(Data extracted from a collection)
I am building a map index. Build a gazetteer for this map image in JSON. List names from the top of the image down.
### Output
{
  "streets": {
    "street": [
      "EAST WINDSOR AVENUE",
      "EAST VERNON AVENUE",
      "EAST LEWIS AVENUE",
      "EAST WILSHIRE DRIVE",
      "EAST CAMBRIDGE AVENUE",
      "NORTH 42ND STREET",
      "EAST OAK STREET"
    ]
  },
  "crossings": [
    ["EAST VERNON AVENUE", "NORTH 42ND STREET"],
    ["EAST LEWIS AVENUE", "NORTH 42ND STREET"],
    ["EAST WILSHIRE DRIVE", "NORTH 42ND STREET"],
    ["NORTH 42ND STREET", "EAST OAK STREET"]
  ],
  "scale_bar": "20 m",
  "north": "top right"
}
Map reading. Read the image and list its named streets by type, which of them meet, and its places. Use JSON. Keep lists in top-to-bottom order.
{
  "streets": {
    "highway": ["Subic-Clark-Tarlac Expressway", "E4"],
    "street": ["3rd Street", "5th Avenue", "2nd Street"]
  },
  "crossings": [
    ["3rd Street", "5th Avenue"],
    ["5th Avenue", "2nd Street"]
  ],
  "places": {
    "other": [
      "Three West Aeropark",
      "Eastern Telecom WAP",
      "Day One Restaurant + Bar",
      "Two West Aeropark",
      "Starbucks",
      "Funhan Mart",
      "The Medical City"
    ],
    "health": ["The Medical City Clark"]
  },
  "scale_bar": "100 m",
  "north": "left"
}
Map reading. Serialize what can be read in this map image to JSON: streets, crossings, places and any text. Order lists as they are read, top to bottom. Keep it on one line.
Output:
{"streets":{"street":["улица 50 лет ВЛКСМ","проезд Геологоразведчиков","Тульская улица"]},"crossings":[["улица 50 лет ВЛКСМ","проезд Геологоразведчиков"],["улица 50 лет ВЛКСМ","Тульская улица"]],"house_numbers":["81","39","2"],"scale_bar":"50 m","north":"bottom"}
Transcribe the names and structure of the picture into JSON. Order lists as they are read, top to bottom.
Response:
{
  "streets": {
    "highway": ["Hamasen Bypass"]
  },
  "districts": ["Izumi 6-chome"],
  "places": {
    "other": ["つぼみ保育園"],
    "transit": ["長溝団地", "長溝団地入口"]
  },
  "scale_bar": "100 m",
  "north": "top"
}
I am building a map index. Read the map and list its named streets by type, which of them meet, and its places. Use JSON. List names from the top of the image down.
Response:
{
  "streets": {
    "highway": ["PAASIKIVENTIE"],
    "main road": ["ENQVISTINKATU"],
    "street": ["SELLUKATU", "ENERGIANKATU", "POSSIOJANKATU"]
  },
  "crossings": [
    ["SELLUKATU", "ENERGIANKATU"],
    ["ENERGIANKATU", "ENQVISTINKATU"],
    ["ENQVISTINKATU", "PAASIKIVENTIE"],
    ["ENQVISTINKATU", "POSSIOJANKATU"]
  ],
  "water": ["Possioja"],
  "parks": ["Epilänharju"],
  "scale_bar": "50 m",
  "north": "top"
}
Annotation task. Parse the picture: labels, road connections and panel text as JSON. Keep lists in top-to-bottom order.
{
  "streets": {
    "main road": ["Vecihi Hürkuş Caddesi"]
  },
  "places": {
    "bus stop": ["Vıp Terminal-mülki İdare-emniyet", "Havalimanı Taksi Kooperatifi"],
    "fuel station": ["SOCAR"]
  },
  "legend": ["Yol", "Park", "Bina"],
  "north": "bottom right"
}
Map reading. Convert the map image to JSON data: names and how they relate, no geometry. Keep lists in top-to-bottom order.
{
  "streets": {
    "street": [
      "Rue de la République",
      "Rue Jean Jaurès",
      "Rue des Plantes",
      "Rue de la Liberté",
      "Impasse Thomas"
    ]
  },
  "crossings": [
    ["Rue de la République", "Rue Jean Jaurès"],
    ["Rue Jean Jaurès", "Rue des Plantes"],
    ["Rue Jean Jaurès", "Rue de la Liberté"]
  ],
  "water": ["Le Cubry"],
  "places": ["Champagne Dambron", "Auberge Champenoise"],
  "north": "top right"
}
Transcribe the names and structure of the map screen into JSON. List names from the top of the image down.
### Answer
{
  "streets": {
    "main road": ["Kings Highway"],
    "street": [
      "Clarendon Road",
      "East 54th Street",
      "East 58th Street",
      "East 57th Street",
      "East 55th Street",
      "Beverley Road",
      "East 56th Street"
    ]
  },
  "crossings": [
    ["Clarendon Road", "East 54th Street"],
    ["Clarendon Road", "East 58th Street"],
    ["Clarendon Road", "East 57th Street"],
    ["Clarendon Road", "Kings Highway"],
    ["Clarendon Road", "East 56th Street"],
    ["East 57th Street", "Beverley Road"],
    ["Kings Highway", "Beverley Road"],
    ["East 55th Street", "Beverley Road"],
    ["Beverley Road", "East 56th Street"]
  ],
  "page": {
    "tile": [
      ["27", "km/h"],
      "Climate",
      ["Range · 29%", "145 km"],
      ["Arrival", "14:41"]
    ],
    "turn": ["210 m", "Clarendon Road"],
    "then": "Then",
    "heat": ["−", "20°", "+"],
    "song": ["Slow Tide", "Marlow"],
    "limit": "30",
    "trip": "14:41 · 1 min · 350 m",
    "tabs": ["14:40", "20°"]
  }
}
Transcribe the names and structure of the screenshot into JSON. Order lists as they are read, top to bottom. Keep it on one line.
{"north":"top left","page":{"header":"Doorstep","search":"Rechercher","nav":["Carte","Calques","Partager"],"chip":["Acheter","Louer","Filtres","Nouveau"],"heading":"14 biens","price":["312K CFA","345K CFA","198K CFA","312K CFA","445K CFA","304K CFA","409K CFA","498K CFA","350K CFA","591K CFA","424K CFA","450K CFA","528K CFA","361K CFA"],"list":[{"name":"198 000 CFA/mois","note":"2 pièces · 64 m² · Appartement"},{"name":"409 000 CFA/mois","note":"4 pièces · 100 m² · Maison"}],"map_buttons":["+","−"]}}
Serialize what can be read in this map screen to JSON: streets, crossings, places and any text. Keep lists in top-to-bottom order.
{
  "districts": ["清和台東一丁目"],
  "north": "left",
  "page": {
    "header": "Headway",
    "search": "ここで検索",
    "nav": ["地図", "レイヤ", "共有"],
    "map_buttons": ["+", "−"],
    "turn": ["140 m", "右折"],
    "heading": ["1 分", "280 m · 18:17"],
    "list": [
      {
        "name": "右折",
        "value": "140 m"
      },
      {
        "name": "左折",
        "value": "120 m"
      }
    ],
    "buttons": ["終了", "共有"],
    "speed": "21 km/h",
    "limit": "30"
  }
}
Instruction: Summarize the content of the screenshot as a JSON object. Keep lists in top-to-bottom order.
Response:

■ **Exercise brief**:
All of the data above needs to be written out again, exactly.

■ **Output of the exercise**:
I am building a map index. Build a gazetteer for this map image in JSON. List names from the top of the image down.
### Output
{
  "streets": {
    "street": [
      "EAST WINDSOR AVENUE",
      "EAST VERNON AVENUE",
      "EAST LEWIS AVENUE",
      "EAST WILSHIRE DRIVE",
      "EAST CAMBRIDGE AVENUE",
      "NORTH 42ND STREET",
      "EAST OAK STREET"
    ]
  },
  "crossings": [
    ["EAST VERNON AVENUE", "NORTH 42ND STREET"],
    ["EAST LEWIS AVENUE", "NORTH 42ND STREET"],
    ["EAST WILSHIRE DRIVE", "NORTH 42ND STREET"],
    ["NORTH 42ND STREET", "EAST OAK STREET"]
  ],
  "scale_bar": "20 m",
  "north": "top right"
}
Map reading. Read the image and list its named streets by type, which of them meet, and its places. Use JSON. Keep lists in top-to-bottom order.
{
  "streets": {
    "highway": ["Subic-Clark-Tarlac Expressway", "E4"],
    "street": ["3rd Street", "5th Avenue", "2nd Street"]
  },
  "crossings": [
    ["3rd Street", "5th Avenue"],
    ["5th Avenue", "2nd Street"]
  ],
  "places": {
    "other": [
      "Three West Aeropark",
      "Eastern Telecom WAP",
      "Day One Restaurant + Bar",
      "Two West Aeropark",
      "Starbucks",
      "Funhan Mart",
      "The Medical City"
    ],
    "health": ["The Medical City Clark"]
  },
  "scale_bar": "100 m",
  "north": "left"
}
Map reading. Serialize what can be read in this map image to JSON: streets, crossings, places and any text. Order lists as they are read, top to bottom. Keep it on one line.
Output:
{"streets":{"street":["улица 50 лет ВЛКСМ","проезд Геологоразведчиков","Тульская улица"]},"crossings":[["улица 50 лет ВЛКСМ","проезд Геологоразведчиков"],["улица 50 лет ВЛКСМ","Тульская улица"]],"house_numbers":["81","39","2"],"scale_bar":"50 m","north":"bottom"}
Transcribe the names and structure of the picture into JSON. Order lists as they are read, top to bottom.
Response:
{
  "streets": {
    "highway": ["Hamasen Bypass"]
  },
  "districts": ["Izumi 6-chome"],
  "places": {
    "other": ["つぼみ保育園"],
    "transit": ["長溝団地", "長溝団地入口"]
  },
  "scale_bar": "100 m",
  "north": "top"
}
I am building a map index. Read the map and list its named streets by type, which of them meet, and its places. Use JSON. List names from the top of the image down.
Response:
{
  "streets": {
    "highway": ["PAASIKIVENTIE"],
    "main road": ["ENQVISTINKATU"],
    "street": ["SELLUKATU", "ENERGIANKATU", "POSSIOJANKATU"]
  },
  "crossings": [
    ["SELLUKATU", "ENERGIANKATU"],
    ["ENERGIANKATU", "ENQVISTINKATU"],
    ["ENQVISTINKATU", "PAASIKIVENTIE"],
    ["ENQVISTINKATU", "POSSIOJANKATU"]
  ],
  "water": ["Possioja"],
  "parks": ["Epilänharju"],
  "scale_bar": "50 m",
  "north": "top"
}
Annotation task. Parse the picture: labels, road connections and panel text as JSON. Keep lists in top-to-bottom order.
{
  "streets": {
    "main road": ["Vecihi Hürkuş Caddesi"]
  },
  "places": {
    "bus stop": ["Vıp Terminal-mülki İdare-emniyet", "Havalimanı Taksi Kooperatifi"],
    "fuel station": ["SOCAR"]
  },
  "legend": ["Yol", "Park", "Bina"],
  "north": "bottom right"
}
Map reading. Convert the map image to JSON data: names and how they relate, no geometry. Keep lists in top-to-bottom order.
{
  "streets": {
    "street": [
      "Rue de la République",
      "Rue Jean Jaurès",
      "Rue des Plantes",
      "Rue de la Liberté",
      "Impasse Thomas"
    ]
  },
  "crossings": [
    ["Rue de la République", "Rue Jean Jaurès"],
    ["Rue Jean Jaurès", "Rue des Plantes"],
    ["Rue Jean Jaurès", "Rue de la Liberté"]
  ],
  "water": ["Le Cubry"],
  "places": ["Champagne Dambron", "Auberge Champenoise"],
  "north": "top right"
}
Transcribe the names and structure of the map screen into JSON. List names from the top of the image down.
### Answer
{
  "streets": {
    "main road": ["Kings Highway"],
    "street": [
      "Clarendon Road",
      "East 54th Street",
      "East 58th Street",
      "East 57th Street",
      "East 55th Street",
      "Beverley Road",
      "East 56th Street"
    ]
  },
  "crossings": [
    ["Clarendon Road", "East 54th Street"],
    ["Clarendon Road", "East 58th Street"],
    ["Clarendon Road", "East 57th Street"],
    ["Clarendon Road", "Kings Highway"],
    ["Clarendon Road", "East 56th Street"],
    ["East 57th Street", "Beverley Road"],
    ["Kings Highway", "Beverley Road"],
    ["East 55th Street", "Beverley Road"],
    ["Beverley Road", "East 56th Street"]
  ],
  "page": {
    "tile": [
      ["27", "km/h"],
      "Climate",
      ["Range · 29%", "145 km"],
      ["Arrival", "14:41"]
    ],
    "turn": ["210 m", "Clarendon Road"],
    "then": "Then",
    "heat": ["−", "20°", "+"],
    "song": ["Slow Tide", "Marlow"],
    "limit": "30",
    "trip": "14:41 · 1 min · 350 m",
    "tabs": ["14:40", "20°"]
  }
}
Transcribe the names and structure of the screenshot into JSON. Order lists as they are read, top to bottom. Keep it on one line.
{"north":"top left","page":{"header":"Doorstep","search":"Rechercher","nav":["Carte","Calques","Partager"],"chip":["Acheter","Louer","Filtres","Nouveau"],"heading":"14 biens","price":["312K CFA","345K CFA","198K CFA","312K CFA","445K CFA","304K CFA","409K CFA","498K CFA","350K CFA","591K CFA","424K CFA","450K CFA","528K CFA","361K CFA"],"list":[{"name":"198 000 CFA/mois","note":"2 pièces · 64 m² · Appartement"},{"name":"409 000 CFA/mois","note":"4 pièces · 100 m² · Maison"}],"map_buttons":["+","−"]}}
Serialize what can be read in this map screen to JSON: streets, crossings, places and any text. Keep lists in top-to-bottom order.
{
  "districts": ["清和台東一丁目"],
  "north": "left",
  "page": {
    "header": "Headway",
    "search": "ここで検索",
    "nav": ["地図", "レイヤ", "共有"],
    "map_buttons": ["+", "−"],
    "turn": ["140 m", "右折"],
    "heading": ["1 分", "280 m · 18:17"],
    "list": [
      {
        "name": "右折",
        "value": "140 m"
      },
      {
        "name": "左折",
        "value": "120 m"
      }
    ],
    "buttons": ["終了", "共有"],
    "speed": "21 km/h",
    "limit": "30"
  }
}
Instruction: Summarize the content of the screenshot as a JSON object. Keep lists in top-to-bottom order.
Response:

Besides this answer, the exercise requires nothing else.